Every line from the one containing "M947 322 1076" to the one containing "M927 632 984" in the records below, both included, must be set down exactly, and no other line.

▶ RECORDS SUPPLIED
-- -- --

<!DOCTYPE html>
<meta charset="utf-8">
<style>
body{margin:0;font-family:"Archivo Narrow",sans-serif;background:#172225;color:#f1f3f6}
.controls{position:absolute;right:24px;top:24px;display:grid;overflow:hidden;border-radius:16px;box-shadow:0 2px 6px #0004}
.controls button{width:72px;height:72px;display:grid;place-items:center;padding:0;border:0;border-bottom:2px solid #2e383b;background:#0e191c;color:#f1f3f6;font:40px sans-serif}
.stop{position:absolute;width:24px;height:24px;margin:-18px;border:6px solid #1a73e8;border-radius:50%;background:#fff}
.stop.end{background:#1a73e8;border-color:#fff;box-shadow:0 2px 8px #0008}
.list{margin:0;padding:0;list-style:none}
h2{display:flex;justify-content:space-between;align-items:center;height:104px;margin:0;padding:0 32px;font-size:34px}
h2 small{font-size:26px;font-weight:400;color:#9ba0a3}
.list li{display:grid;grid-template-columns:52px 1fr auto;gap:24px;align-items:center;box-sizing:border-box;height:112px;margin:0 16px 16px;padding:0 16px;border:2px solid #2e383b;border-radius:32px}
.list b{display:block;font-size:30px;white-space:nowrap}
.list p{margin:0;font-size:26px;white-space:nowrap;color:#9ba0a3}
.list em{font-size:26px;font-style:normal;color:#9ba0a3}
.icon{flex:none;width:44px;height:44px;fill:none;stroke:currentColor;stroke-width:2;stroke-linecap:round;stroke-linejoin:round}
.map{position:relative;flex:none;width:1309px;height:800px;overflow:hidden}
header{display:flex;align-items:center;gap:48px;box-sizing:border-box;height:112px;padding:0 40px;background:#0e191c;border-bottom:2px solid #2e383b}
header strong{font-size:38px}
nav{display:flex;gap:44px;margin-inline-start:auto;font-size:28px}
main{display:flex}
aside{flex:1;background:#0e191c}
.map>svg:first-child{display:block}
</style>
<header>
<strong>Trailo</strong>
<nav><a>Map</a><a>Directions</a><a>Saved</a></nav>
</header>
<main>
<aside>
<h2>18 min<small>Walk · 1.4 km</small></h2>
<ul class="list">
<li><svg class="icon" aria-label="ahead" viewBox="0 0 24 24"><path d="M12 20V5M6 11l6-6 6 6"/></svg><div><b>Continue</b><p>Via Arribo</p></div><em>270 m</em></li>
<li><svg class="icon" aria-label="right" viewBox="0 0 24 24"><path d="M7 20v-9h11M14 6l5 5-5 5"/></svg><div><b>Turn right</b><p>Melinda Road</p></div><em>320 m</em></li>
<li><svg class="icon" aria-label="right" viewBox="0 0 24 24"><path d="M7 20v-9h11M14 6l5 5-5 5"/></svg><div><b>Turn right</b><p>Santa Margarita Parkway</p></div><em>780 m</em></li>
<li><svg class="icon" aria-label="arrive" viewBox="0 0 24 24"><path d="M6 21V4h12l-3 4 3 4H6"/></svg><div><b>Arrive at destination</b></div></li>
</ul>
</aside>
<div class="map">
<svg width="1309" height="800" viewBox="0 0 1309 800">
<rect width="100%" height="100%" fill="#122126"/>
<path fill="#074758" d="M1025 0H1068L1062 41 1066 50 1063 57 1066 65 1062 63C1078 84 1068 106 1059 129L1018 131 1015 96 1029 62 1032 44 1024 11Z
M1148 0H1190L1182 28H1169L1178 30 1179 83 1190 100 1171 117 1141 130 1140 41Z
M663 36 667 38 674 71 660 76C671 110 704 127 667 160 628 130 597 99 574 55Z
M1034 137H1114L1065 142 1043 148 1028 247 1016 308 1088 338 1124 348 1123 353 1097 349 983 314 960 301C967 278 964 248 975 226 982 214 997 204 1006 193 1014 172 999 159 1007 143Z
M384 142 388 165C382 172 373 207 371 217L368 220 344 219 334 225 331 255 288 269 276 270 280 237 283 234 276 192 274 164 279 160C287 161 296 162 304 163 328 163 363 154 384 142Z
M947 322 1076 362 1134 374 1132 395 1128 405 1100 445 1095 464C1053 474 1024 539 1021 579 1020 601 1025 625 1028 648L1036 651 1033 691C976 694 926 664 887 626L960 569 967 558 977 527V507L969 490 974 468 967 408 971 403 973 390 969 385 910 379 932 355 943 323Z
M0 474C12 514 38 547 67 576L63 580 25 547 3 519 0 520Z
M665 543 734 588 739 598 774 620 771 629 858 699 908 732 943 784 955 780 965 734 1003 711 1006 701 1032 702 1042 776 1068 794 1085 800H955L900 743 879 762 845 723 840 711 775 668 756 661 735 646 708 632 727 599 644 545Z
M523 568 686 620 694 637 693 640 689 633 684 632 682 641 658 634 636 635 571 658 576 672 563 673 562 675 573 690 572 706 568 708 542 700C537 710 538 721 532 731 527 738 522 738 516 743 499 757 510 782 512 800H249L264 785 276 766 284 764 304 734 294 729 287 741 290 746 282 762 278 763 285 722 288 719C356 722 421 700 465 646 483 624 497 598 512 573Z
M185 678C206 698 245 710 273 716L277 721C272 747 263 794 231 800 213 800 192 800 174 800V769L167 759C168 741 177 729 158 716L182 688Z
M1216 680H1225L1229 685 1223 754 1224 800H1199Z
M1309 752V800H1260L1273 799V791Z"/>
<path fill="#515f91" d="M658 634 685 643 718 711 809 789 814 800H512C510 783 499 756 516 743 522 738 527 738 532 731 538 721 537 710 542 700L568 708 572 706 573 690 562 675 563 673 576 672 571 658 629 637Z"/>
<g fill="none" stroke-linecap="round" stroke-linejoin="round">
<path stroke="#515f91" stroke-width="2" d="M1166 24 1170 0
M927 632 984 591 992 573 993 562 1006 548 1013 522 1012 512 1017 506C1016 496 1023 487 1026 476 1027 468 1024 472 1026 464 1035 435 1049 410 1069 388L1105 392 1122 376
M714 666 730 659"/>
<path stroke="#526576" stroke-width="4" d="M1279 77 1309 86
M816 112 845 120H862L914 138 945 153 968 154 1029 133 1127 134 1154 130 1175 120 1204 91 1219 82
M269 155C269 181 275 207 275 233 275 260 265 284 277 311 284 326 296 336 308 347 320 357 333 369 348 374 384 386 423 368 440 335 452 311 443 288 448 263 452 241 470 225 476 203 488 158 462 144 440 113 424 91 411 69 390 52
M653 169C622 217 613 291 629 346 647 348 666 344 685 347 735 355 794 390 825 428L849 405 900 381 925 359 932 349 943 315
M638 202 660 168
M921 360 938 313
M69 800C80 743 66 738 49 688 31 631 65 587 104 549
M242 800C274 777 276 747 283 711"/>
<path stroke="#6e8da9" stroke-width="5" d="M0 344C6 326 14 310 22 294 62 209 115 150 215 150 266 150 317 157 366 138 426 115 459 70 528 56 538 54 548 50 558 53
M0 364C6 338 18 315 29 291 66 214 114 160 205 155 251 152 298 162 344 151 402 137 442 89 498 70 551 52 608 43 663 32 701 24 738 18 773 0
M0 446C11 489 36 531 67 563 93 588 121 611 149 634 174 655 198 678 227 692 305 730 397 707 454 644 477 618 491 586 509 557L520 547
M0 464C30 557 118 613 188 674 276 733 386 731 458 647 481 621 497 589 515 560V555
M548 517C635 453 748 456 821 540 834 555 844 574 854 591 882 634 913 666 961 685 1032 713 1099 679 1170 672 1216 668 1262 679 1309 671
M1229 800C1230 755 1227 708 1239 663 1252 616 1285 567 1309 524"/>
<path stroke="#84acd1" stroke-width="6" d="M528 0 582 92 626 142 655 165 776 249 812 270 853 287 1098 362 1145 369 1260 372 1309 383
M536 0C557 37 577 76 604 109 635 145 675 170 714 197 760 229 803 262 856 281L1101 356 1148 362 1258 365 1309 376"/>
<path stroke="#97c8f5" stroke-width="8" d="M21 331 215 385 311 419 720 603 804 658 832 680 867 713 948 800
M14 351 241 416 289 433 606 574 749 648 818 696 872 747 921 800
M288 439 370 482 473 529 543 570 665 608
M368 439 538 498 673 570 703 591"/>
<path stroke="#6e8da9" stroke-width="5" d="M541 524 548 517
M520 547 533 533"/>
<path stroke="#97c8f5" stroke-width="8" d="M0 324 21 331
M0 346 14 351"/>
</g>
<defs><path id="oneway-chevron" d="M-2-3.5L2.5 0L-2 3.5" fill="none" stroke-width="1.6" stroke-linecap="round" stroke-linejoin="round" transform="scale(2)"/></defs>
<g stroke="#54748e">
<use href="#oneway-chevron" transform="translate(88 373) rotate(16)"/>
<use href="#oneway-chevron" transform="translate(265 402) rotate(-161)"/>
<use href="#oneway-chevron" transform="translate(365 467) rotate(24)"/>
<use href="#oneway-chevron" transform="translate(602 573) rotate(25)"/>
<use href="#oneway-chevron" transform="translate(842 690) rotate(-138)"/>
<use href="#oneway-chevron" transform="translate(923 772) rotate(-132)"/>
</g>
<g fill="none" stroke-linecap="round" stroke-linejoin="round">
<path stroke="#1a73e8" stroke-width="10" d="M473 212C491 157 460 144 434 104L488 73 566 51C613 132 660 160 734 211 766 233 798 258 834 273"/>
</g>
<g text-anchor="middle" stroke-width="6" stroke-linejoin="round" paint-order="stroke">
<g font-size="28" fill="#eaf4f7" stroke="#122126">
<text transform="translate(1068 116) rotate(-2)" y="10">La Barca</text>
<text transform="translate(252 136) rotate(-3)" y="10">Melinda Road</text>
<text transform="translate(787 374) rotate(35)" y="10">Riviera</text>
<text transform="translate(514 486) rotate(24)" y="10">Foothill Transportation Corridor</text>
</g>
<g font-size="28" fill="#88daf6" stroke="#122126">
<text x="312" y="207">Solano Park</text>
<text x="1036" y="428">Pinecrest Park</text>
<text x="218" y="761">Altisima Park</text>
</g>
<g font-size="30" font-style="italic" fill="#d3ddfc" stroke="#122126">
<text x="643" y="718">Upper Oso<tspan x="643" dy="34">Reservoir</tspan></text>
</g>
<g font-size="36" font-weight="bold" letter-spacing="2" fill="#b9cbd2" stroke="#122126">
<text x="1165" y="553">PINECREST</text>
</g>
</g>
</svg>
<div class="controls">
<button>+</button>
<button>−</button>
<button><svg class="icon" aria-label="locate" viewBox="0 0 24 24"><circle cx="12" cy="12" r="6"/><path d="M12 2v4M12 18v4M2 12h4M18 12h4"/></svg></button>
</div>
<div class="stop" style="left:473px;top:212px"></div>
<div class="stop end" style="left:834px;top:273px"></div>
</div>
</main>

-- -- --

▶ SOLVED PROBLEM
M947 322 1076 362 1134 374 1132 395 1128 405 1100 445 1095 464C1053 474 1024 539 1021 579 1020 601 1025 625 1028 648L1036 651 1033 691C976 694 926 664 887 626L960 569 967 558 977 527V507L969 490 974 468 967 408 971 403 973 390 969 385 910 379 932 355 943 323Z
M0 474C12 514 38 547 67 576L63 580 25 547 3 519 0 520Z
M665 543 734 588 739 598 774 620 771 629 858 699 908 732 943 784 955 780 965 734 1003 711 1006 701 1032 702 1042 776 1068 794 1085 800H955L900 743 879 762 845 723 840 711 775 668 756 661 735 646 708 632 727 599 644 545Z
M523 568 686 620 694 637 693 640 689 633 684 632 682 641 658 634 636 635 571 658 576 672 563 673 562 675 573 690 572 706 568 708 542 700C537 710 538 721 532 731 527 738 522 738 516 743 499 757 510 782 512 800H249L264 785 276 766 284 764 304 734 294 729 287 741 290 746 282 762 278 763 285 722 288 719C356 722 421 700 465 646 483 624 497 598 512 573Z
M185 678C206 698 245 710 273 716L277 721C272 747 263 794 231 800 213 800 192 800 174 800V769L167 759C168 741 177 729 158 716L182 688Z
M1216 680H1225L1229 685 1223 754 1224 800H1199Z
M1309 752V800H1260L1273 799V791Z"/>
<path fill="#515f91" d="M658 634 685 643 718 711 809 789 814 800H512C510 783 499 756 516 743 522 738 527 738 532 731 538 721 537 710 542 700L568 708 572 706 573 690 562 675 563 673 576 672 571 658 629 637Z"/>
<g fill="none" stroke-linecap="round" stroke-linejoin="round">
<path stroke="#515f91" stroke-width="2" d="M1166 24 1170 0
M927 632 984 591 992 573 993 562 1006 548 1013 522 1012 512 1017 506C1016 496 1023 487 1026 476 1027 468 1024 472 1026 464 1035 435 1049 410 1069 388L1105 392 1122 376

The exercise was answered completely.